Repeat each record below exactly, omitting whatever pictures appear in it.

Segment Start: Record set

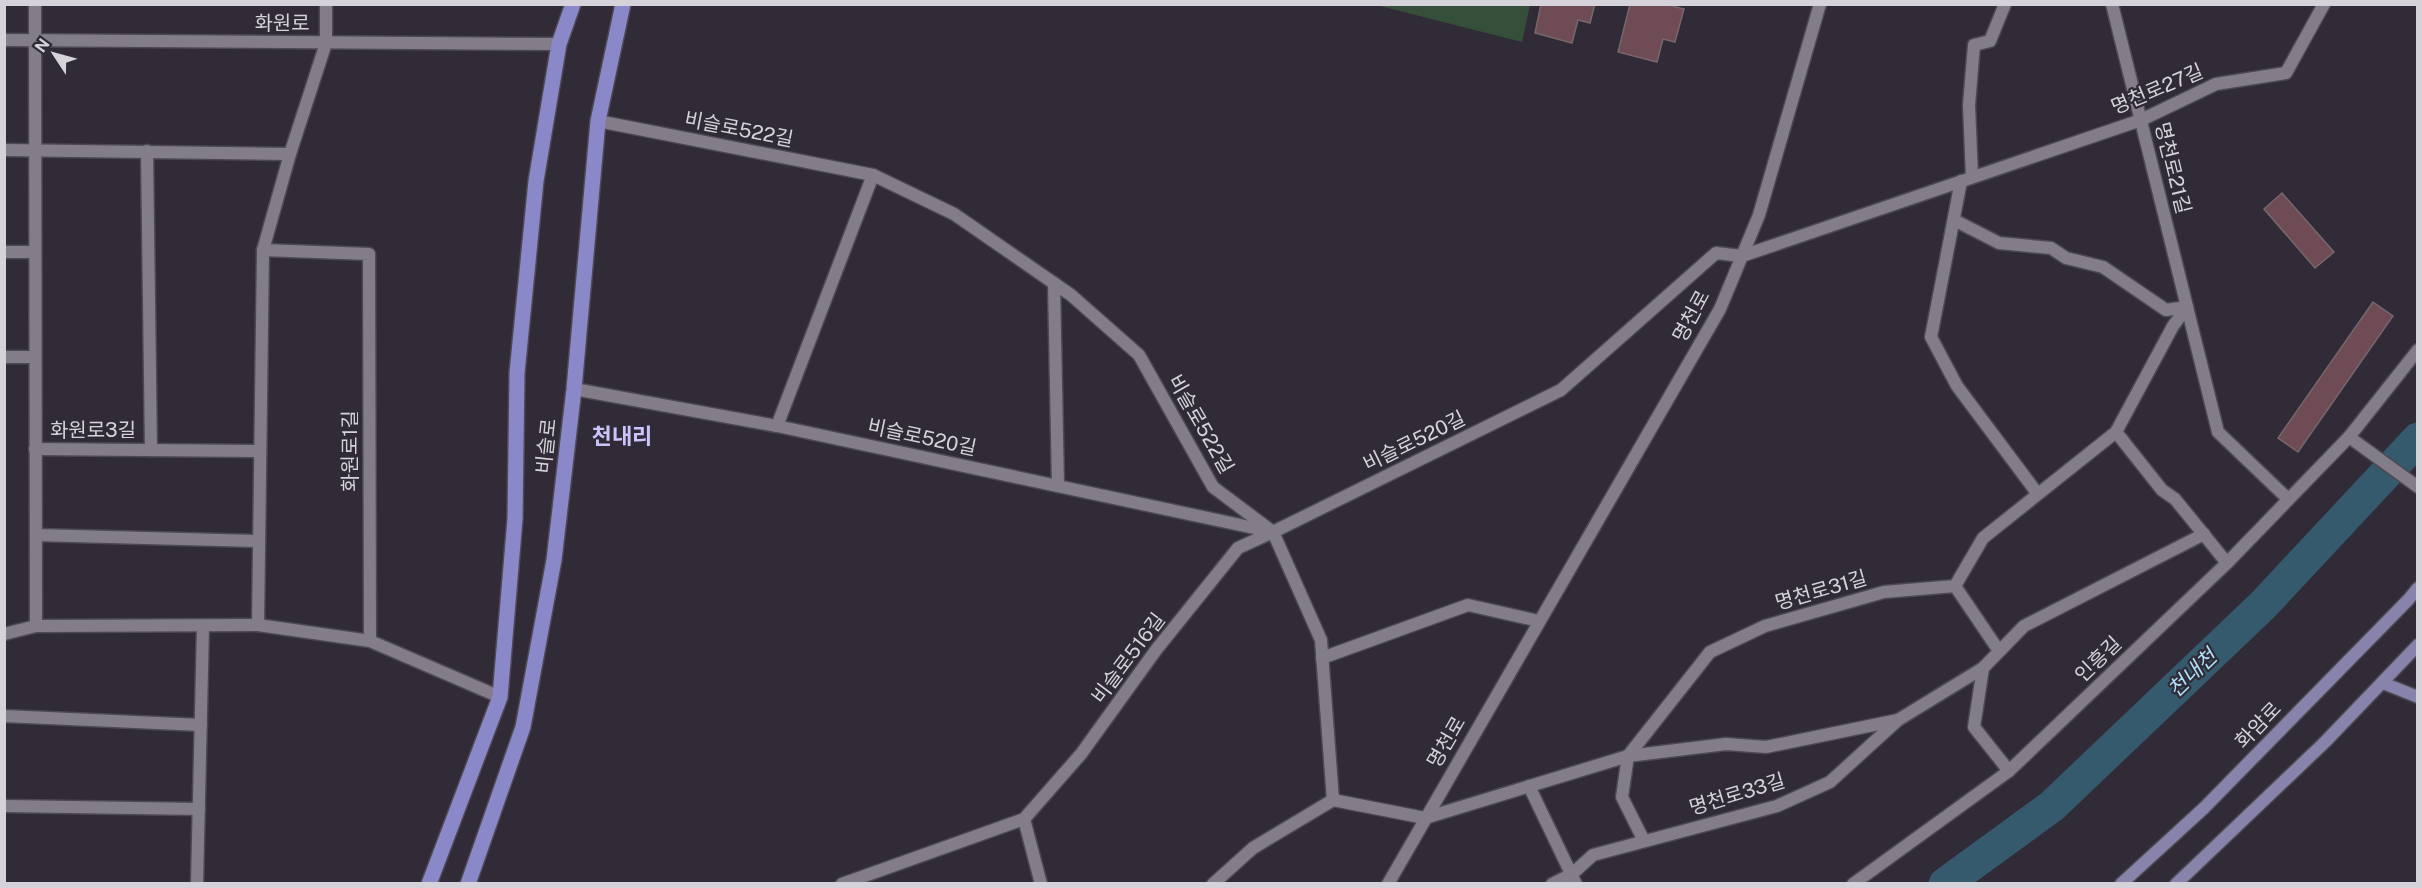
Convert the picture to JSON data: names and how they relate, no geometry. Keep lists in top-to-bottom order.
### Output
{
  "streets": {
    "main road": ["비슬로", "화암로"],
    "street": [
      "화원로",
      "명천로27길",
      "비슬로522길",
      "명천로21길",
      "명천로",
      "화원로3길",
      "비슬로520길",
      "화원로1길",
      "명천로31길",
      "비슬로516길",
      "인흥길",
      "명천로33길"
    ]
  },
  "crossings": [
    ["화원로", "화원로3길"],
    ["화원로", "비슬로"],
    ["명천로27길", "명천로21길"],
    ["명천로27길", "명천로"],
    ["명천로27길", "비슬로520길"],
    ["비슬로522길", "비슬로520길"],
    ["비슬로522길", "비슬로"],
    ["비슬로522길", "비슬로516길"],
    ["명천로21길", "인흥길"],
    ["명천로", "비슬로520길"],
    ["비슬로520길", "비슬로"],
    ["비슬로520길", "비슬로516길"],
    ["명천로31길", "명천로33길"]
  ],
  "districts": ["천내리"],
  "water": ["천내천"],
  "north": "top left"
}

Segment End: Record set

### Exercise solution:
Convert the picture to JSON data: names and how they relate, no geometry. Keep lists in top-to-bottom order.
### Output
{
  "streets": {
    "main road": ["비슬로", "화암로"],
    "street": [
      "화원로",
      "명천로27길",
      "비슬로522길",
      "명천로21길",
      "명천로",
      "화원로3길",
      "비슬로520길",
      "화원로1길",
      "명천로31길",
      "비슬로516길",
      "인흥길",
      "명천로33길"
    ]
  },
  "crossings": [
    ["화원로", "화원로3길"],
    ["화원로", "비슬로"],
    ["명천로27길", "명천로21길"],
    ["명천로27길", "명천로"],
    ["명천로27길", "비슬로520길"],
    ["비슬로522길", "비슬로520길"],
    ["비슬로522길", "비슬로"],
    ["비슬로522길", "비슬로516길"],
    ["명천로21길", "인흥길"],
    ["명천로", "비슬로520길"],
    ["비슬로520길", "비슬로"],
    ["비슬로520길", "비슬로516길"],
    ["명천로31길", "명천로33길"]
  ],
  "districts": ["천내리"],
  "water": ["천내천"],
  "north": "top left"
}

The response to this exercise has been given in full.